Attentat de Sydney : le cynisme de Netanyahou
Quelques heures après l’attentat antisémite de Sydney, qui a fait au moins 15 morts et 40 blessés dimanche 14 décembre, Benjamin Netanyahou a mis en cause Canberra, reliant directement la tuerie à la reconnaissance de l’État de Palestine par l’Australie.

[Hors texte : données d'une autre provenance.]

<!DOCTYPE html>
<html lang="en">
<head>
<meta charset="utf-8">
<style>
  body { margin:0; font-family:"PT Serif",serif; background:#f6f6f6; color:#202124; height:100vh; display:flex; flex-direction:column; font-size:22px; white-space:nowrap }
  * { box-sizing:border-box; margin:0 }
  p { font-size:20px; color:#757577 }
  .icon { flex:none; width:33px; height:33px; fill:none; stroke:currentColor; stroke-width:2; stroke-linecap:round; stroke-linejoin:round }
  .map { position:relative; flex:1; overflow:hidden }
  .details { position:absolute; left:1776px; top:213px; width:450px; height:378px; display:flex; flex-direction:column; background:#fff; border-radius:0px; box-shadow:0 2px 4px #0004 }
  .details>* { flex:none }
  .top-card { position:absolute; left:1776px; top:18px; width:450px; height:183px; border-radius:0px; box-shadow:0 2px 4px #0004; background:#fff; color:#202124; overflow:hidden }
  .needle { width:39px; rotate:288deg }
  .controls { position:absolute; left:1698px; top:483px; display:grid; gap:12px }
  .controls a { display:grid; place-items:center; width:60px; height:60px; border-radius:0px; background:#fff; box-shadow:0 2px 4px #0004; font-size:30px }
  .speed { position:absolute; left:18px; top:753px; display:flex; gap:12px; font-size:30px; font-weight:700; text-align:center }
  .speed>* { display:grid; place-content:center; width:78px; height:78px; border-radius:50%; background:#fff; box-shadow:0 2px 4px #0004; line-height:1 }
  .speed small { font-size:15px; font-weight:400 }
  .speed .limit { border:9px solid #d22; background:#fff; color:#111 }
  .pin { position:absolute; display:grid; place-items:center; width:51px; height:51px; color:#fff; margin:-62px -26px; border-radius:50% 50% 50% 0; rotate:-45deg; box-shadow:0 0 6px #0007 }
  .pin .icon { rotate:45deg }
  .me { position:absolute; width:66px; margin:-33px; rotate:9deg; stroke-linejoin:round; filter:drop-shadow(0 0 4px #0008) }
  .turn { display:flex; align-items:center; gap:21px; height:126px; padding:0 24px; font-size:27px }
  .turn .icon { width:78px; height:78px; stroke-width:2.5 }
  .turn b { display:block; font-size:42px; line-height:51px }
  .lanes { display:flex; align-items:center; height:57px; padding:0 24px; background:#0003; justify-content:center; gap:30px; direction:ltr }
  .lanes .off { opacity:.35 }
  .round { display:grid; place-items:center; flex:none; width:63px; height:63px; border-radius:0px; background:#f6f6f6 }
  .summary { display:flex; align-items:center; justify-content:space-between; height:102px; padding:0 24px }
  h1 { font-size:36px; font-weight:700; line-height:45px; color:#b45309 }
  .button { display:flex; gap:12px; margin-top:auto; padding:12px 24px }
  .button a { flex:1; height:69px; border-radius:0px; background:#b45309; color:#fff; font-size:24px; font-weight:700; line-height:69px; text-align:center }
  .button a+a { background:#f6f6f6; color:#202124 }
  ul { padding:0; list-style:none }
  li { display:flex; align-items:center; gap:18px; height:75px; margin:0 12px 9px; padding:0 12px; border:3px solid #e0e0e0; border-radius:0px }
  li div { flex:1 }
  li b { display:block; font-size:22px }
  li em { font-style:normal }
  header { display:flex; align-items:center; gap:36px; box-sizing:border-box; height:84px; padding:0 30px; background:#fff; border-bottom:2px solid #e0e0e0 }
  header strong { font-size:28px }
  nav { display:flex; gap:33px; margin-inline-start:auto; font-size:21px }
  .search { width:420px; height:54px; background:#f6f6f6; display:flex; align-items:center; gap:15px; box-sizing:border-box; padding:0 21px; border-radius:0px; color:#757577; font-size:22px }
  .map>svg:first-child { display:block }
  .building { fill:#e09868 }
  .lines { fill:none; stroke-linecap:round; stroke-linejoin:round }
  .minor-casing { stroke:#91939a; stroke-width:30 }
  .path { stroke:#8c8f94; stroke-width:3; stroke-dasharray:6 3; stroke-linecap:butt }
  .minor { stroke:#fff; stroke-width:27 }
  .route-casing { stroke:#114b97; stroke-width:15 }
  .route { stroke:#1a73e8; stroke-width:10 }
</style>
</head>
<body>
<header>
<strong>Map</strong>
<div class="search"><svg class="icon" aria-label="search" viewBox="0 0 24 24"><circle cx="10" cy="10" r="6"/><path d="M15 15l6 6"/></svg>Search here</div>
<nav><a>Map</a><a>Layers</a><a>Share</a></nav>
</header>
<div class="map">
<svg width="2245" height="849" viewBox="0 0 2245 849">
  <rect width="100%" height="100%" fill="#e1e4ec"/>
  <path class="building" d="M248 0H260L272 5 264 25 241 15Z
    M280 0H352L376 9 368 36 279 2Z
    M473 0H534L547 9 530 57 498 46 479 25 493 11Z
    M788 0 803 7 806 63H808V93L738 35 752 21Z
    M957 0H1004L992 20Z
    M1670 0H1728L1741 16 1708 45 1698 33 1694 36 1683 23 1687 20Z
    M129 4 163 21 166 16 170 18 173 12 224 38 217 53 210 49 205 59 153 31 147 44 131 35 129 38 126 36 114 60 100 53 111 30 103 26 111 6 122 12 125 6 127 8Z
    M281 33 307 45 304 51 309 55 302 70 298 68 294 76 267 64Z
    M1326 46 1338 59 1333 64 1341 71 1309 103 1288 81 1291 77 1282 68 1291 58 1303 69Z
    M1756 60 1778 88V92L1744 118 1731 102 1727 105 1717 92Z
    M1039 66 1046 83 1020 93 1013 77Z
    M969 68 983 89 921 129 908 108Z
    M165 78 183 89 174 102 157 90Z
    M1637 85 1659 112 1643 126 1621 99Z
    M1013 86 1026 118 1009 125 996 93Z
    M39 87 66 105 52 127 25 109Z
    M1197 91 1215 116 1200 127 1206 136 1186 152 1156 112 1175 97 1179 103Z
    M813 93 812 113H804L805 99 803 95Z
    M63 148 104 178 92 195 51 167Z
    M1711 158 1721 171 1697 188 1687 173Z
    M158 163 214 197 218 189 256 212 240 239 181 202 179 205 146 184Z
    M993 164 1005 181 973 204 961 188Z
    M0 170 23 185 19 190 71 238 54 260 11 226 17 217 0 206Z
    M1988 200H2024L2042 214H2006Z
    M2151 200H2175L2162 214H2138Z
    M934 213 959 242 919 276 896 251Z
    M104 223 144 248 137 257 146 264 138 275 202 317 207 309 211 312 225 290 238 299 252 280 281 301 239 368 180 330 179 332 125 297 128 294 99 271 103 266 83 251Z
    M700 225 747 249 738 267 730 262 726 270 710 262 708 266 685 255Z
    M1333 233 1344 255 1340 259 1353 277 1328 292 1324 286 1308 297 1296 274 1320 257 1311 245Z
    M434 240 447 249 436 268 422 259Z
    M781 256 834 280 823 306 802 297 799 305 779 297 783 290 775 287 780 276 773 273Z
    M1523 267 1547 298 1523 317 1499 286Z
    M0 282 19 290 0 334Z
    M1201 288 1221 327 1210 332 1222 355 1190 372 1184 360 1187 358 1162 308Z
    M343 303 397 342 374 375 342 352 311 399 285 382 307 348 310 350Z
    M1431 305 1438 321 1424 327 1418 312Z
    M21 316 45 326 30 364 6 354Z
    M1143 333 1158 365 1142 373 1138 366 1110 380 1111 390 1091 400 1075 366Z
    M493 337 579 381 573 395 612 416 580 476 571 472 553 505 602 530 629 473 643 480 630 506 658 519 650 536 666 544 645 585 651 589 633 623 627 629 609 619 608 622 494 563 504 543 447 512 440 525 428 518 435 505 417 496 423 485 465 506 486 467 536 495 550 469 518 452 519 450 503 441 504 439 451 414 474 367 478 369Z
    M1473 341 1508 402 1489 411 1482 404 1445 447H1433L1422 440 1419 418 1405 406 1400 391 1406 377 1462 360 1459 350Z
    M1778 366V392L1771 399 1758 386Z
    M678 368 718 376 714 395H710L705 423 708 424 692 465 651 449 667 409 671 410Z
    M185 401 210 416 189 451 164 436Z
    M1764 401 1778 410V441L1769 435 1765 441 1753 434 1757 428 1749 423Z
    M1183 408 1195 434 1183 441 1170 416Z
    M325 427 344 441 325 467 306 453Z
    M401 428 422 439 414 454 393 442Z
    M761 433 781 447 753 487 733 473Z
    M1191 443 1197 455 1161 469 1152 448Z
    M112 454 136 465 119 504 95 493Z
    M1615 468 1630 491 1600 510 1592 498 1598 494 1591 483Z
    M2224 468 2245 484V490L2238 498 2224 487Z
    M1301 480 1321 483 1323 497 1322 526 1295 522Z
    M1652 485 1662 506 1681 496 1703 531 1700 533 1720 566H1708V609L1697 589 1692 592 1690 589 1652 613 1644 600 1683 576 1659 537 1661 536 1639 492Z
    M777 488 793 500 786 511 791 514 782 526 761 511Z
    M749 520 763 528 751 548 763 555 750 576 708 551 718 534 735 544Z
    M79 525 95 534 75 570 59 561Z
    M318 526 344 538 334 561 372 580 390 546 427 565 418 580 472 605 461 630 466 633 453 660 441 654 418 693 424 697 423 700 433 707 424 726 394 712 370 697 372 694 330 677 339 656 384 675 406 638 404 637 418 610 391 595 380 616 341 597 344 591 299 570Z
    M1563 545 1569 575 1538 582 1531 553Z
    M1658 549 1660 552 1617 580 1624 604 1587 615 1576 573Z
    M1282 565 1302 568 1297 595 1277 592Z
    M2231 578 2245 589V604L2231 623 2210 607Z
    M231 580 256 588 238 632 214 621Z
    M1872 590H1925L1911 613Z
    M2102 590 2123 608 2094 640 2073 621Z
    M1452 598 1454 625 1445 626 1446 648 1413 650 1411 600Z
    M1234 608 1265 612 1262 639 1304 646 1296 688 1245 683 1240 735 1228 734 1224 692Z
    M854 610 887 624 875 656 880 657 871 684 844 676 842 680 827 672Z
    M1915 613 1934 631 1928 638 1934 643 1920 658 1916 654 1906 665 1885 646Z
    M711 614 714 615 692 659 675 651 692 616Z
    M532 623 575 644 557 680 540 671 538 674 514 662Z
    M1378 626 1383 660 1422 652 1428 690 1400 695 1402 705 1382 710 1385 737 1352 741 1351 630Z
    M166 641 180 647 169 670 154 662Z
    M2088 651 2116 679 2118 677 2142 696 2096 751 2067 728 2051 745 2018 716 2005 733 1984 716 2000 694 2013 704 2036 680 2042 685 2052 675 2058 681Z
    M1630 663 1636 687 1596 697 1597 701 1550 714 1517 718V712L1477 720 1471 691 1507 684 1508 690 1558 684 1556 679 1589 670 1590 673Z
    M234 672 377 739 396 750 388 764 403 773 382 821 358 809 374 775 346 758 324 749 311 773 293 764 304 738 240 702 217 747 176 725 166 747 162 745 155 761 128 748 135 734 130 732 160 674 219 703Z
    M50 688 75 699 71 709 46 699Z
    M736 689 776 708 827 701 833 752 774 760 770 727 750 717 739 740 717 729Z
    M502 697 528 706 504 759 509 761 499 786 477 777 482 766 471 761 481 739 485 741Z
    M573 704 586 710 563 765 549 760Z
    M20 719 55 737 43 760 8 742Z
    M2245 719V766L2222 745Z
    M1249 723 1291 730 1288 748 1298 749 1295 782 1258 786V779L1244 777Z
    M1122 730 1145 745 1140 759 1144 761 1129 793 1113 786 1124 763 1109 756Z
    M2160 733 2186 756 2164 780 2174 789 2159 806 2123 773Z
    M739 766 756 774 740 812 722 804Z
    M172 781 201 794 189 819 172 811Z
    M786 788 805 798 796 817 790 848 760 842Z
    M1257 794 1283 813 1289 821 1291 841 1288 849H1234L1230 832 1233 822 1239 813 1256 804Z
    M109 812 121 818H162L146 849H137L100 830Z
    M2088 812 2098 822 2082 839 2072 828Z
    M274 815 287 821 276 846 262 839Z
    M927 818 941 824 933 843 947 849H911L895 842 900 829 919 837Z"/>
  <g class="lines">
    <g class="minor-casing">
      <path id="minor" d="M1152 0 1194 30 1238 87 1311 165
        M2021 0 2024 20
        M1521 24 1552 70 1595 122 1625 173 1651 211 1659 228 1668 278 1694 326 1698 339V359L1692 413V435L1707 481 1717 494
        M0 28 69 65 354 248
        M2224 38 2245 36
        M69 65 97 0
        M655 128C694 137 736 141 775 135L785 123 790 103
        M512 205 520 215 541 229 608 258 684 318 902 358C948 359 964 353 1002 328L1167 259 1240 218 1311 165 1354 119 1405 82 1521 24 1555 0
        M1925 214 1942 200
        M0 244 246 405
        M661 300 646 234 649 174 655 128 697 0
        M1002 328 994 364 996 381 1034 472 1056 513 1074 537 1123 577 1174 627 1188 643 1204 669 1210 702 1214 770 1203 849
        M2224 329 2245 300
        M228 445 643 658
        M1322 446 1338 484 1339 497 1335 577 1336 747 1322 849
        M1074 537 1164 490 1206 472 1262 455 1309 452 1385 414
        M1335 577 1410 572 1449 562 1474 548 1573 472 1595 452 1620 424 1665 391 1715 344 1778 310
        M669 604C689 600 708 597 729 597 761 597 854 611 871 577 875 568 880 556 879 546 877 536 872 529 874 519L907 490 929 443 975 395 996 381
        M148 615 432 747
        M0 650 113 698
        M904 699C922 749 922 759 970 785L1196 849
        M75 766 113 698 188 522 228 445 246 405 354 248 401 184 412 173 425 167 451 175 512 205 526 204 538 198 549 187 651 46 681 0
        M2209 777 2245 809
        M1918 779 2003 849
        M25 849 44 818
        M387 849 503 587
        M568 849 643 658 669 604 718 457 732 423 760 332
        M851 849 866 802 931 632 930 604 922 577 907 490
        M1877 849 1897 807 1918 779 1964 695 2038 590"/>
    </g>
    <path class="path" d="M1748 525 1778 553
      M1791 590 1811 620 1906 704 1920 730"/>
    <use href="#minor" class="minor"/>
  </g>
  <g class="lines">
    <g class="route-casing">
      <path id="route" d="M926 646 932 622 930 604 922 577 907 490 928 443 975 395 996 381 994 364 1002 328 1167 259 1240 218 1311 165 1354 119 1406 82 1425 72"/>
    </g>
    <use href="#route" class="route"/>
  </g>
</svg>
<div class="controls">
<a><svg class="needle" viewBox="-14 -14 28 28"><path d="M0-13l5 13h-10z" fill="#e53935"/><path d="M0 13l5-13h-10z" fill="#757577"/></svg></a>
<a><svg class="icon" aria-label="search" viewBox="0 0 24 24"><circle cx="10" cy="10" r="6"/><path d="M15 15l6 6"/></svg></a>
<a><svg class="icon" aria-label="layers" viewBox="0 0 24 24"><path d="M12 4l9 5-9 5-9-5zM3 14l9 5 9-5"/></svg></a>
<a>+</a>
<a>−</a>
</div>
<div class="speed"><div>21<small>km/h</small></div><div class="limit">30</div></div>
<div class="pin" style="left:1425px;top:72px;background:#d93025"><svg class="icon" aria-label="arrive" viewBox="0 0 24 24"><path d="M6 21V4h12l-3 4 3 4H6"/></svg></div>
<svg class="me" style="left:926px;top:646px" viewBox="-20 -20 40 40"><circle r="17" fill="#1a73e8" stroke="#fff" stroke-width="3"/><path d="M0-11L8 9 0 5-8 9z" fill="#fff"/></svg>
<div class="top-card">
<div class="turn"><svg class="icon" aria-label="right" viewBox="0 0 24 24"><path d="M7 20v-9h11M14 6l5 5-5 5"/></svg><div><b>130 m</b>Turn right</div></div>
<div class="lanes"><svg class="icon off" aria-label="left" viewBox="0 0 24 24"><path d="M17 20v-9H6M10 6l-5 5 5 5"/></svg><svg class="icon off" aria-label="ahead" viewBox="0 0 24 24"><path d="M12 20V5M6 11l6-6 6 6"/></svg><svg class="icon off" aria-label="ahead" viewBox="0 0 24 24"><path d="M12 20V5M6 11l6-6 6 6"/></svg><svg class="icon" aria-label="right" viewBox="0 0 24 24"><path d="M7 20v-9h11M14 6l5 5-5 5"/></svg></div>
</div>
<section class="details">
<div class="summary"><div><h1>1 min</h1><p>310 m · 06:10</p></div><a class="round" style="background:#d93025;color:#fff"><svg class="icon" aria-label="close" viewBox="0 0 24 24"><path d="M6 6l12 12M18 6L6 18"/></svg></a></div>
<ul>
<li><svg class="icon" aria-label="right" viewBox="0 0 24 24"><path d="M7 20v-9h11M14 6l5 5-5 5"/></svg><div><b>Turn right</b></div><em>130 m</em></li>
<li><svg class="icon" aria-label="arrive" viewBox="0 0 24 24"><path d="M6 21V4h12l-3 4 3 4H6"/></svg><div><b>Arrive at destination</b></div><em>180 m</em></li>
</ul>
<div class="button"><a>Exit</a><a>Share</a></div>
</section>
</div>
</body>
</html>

L’indécence ne souffre donc aucune limite. L’exploitation cynique de l’attaque antisémite de Sydney par le Premier ministre israélien Benjamin Netanyahou est une faute morale. Plus grave encore, elle est une faute politique qui n’aide en rien la lutte contre le fléau de l’antisémitisme dans le monde. Le sang des victimes de la tuerie avait à peine séché que l’intéressé dénonçait la responsabilité supposée du gouvernement australien dans ce nouvel acte barbare perpétré contre des Juifs.
Une certaine responsabilité bien réelle : celle d’avoir minoré les avertissements du Mossad, les appels de la communauté juive à augmenter la sécurité de leurs lieux de rassemblement, et d’avoir montré une trop grande mansuétude envers des propos antisémites proférés dans des manifestations pro-palestiniennes.
Mais il fallait le culot sans limite de Netanyahou pour blâmer directement un gouvernement, aussi inefficace soit-il, pour un attentat alors que lui-même n’a jamais assumé la moindre responsabilité pour l’attaque du 7 octobre 2023, le plus grand meurtre de Juifs depuis la Seconde Guerre mondiale, rejetant encore à ce jour la responsabilité sur les chefs de l’armée et des services de sécurité en poste ce jour-là.
La reconnaissance de la Palestine mise en cause
Il y a plus grave encore que ce culot : Netanyahou ne s’est pas contenté de critiquer la défaillance du gouvernement australien, en reliant directement la reconnaissance de l’État de Palestine par l’Australie à cette tuerie. Cette dernière est donc exploitée de manière éhontée par Netanyahou pour défendre sa politique et attaquer ceux qui s’y opposent.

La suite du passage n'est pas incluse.